This might actually generate soft file with raw & supplemental data.

[htsworkflow.git] / htsworkflow / submission / geo.py
diff --git a/htsworkflow/submission/geo.py b/htsworkflow/submission/geo.py

index 737b1bb353458ceb0d961adf551a680cc1f9399f..097bea1083af8c1ffc39b3edea9a6e94e0a63fcd 100644 (file)
--- a/htsworkflow/submission/geo.py
+++ b/htsworkflow/submission/geo.py
@@ -1,4 +1,5 @@
  import logging
+import os
  
  import RDF
  
@@ -6,6 +7,8 @@ from htsworkflow.submission.submission import Submission
  
  from htsworkflow.util.rdfhelp import \
       fromTypedNode, \
+     geoSoftNS, \
+     stripNamespace, \
       submissionOntology
  
  from django.conf import settings
@@ -14,18 +17,40 @@ from django.template import Context, loader
  LOGGER = logging.getLogger(__name__)
  
  class GEOSubmission(Submission):
-    def __init__(self, name, model):
-        super(GEOSubmission, self).__init__(name, model)

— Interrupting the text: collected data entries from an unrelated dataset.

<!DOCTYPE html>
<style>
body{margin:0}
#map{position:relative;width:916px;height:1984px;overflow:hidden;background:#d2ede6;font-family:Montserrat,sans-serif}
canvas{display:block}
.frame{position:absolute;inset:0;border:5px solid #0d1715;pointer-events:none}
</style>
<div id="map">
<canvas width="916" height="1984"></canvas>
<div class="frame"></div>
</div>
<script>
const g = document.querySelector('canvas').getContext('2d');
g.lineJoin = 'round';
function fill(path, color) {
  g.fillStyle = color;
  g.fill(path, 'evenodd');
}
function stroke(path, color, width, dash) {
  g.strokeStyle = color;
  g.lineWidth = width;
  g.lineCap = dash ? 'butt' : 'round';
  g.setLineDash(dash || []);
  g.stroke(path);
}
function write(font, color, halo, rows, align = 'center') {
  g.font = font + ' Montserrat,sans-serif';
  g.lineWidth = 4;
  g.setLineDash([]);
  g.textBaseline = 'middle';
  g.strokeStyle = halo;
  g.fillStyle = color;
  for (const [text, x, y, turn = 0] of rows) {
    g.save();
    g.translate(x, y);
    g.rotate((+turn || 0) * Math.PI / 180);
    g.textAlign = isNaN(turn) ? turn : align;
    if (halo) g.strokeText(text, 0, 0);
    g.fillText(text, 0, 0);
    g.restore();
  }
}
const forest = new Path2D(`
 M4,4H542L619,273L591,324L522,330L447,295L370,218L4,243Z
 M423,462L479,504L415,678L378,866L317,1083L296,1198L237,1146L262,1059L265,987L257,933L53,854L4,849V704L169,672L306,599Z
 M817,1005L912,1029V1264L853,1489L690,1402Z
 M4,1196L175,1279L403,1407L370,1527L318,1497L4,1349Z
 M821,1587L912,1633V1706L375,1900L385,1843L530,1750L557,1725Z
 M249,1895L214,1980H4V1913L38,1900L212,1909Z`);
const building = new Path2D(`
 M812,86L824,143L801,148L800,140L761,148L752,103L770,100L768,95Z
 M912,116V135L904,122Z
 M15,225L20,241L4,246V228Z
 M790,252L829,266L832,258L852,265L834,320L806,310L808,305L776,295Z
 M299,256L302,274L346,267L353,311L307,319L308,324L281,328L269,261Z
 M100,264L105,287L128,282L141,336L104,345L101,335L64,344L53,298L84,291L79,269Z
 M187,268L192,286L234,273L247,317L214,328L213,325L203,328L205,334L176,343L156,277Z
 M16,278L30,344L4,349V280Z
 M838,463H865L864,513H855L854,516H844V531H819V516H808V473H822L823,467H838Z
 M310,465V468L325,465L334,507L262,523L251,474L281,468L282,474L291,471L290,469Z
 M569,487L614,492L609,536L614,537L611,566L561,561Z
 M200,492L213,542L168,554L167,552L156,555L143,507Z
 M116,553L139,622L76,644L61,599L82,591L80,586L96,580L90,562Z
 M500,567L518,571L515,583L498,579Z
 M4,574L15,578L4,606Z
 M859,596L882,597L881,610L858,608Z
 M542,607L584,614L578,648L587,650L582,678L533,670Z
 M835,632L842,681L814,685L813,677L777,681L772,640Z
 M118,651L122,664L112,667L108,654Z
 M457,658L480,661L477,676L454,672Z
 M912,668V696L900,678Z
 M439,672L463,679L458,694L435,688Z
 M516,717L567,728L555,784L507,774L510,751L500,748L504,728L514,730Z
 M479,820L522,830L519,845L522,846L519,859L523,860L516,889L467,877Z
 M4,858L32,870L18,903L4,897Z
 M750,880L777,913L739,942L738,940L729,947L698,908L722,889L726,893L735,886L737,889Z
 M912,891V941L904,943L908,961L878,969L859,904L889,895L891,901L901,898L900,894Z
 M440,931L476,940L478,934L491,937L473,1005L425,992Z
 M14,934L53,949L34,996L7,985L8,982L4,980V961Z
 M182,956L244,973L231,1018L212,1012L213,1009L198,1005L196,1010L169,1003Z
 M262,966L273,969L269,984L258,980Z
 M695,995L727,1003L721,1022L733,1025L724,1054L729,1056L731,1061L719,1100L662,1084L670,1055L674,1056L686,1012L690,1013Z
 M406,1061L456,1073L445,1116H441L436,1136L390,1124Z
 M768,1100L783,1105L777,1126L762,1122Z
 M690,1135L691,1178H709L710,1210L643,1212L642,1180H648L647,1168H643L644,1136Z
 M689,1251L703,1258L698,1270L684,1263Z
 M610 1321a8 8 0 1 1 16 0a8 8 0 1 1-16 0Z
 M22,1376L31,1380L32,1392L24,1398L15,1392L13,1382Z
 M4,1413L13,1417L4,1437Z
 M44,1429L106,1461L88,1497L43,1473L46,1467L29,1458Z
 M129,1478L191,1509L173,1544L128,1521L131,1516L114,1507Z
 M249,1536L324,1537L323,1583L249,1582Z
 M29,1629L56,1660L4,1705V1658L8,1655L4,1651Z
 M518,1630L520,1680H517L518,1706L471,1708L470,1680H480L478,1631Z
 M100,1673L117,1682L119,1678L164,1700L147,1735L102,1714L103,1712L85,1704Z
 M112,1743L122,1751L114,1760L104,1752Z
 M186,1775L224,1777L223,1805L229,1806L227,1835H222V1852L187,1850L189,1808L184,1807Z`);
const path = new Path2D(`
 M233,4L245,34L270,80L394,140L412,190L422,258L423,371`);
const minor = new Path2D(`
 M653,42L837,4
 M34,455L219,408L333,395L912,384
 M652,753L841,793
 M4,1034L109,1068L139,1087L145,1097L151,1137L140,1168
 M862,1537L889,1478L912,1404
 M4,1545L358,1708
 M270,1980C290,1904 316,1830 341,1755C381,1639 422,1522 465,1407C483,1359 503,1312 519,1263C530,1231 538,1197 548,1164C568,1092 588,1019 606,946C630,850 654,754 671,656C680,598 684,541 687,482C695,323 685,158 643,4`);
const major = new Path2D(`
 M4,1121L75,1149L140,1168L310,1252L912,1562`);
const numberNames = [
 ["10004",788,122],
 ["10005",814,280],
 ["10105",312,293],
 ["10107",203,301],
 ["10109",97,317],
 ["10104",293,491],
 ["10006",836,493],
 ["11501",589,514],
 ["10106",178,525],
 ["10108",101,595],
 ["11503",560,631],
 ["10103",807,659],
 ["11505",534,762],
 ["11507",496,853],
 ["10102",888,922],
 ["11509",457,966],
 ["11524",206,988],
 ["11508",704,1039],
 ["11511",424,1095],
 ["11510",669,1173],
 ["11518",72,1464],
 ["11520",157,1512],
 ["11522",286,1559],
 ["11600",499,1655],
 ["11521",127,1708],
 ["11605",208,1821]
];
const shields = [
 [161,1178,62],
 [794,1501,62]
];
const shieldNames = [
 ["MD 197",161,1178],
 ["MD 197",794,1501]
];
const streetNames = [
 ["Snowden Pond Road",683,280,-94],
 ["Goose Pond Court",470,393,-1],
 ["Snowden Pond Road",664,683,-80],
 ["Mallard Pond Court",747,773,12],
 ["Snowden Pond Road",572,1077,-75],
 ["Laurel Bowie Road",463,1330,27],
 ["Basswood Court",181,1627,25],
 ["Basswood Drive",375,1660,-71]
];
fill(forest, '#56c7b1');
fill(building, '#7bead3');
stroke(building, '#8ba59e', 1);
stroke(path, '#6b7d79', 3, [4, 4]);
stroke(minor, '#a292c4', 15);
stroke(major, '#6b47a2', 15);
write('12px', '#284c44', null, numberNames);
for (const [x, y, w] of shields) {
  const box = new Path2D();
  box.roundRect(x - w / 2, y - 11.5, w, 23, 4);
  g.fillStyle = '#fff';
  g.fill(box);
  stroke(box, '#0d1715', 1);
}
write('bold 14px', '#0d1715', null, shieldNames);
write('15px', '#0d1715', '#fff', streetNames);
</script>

+    def __init__(self, name, model, host):
+        super(GEOSubmission, self).__init__(name, model, host)
  
      def make_soft(self, result_map):
          samples = []
+        platform = self.get_platform_metadata()
+        platform_attribs = dict(platform)
+        platform_id = platform_attribs['^platform']
+        series = self.get_series_metadata()
+        series_attribs = dict(series)
+        series_id = series_attribs['^series']
          for lib_id, result_dir in result_map.items():
              an_analysis = self.get_submission_node(result_dir)
-            samples.append(self.get_sample_metadata(an_analysis))
+            metadata = self.get_sample_metadata(an_analysis)
+            if len(metadata) == 0:
+                errmsg = 'No metadata found for {0}'
+                LOGGER.error(errmsg.format(str(an_analysis),))
+                continue
+            elif len(metadata) > 1:
+                errmsg = 'Confused there are more than one sample for %s'
+                LOGGER.debug(errmsg % (str(an_analysis),))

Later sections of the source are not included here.